-- Opening Marker --
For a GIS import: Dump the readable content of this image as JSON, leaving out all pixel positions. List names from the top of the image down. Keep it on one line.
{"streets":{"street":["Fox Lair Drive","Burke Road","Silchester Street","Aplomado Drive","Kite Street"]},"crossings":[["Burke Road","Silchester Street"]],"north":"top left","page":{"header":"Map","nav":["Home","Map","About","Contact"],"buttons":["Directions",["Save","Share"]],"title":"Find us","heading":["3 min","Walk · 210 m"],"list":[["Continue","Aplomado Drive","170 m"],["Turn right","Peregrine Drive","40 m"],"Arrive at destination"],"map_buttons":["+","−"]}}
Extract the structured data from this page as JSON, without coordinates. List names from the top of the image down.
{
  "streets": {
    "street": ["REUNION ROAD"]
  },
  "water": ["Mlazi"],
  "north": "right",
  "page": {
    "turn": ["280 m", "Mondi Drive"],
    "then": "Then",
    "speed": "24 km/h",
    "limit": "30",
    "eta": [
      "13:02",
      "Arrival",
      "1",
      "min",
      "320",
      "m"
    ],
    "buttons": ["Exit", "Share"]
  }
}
-- Closing Marker --
## Your objective
Exactly the lines from the one with "Extract the structured" through the last line of the listing above must make up your answer.

## Answer to the problem
Extract the structured data from this page as JSON, without coordinates. List names from the top of the image down.
{
  "streets": {
    "street": ["REUNION ROAD"]
  },
  "water": ["Mlazi"],
  "north": "right",
  "page": {
    "turn": ["280 m", "Mondi Drive"],
    "then": "Then",
    "speed": "24 km/h",
    "limit": "30",
    "eta": [
      "13:02",
      "Arrival",
      "1",
      "min",
      "320",
      "m"
    ],
    "buttons": ["Exit", "Share"]
  }
}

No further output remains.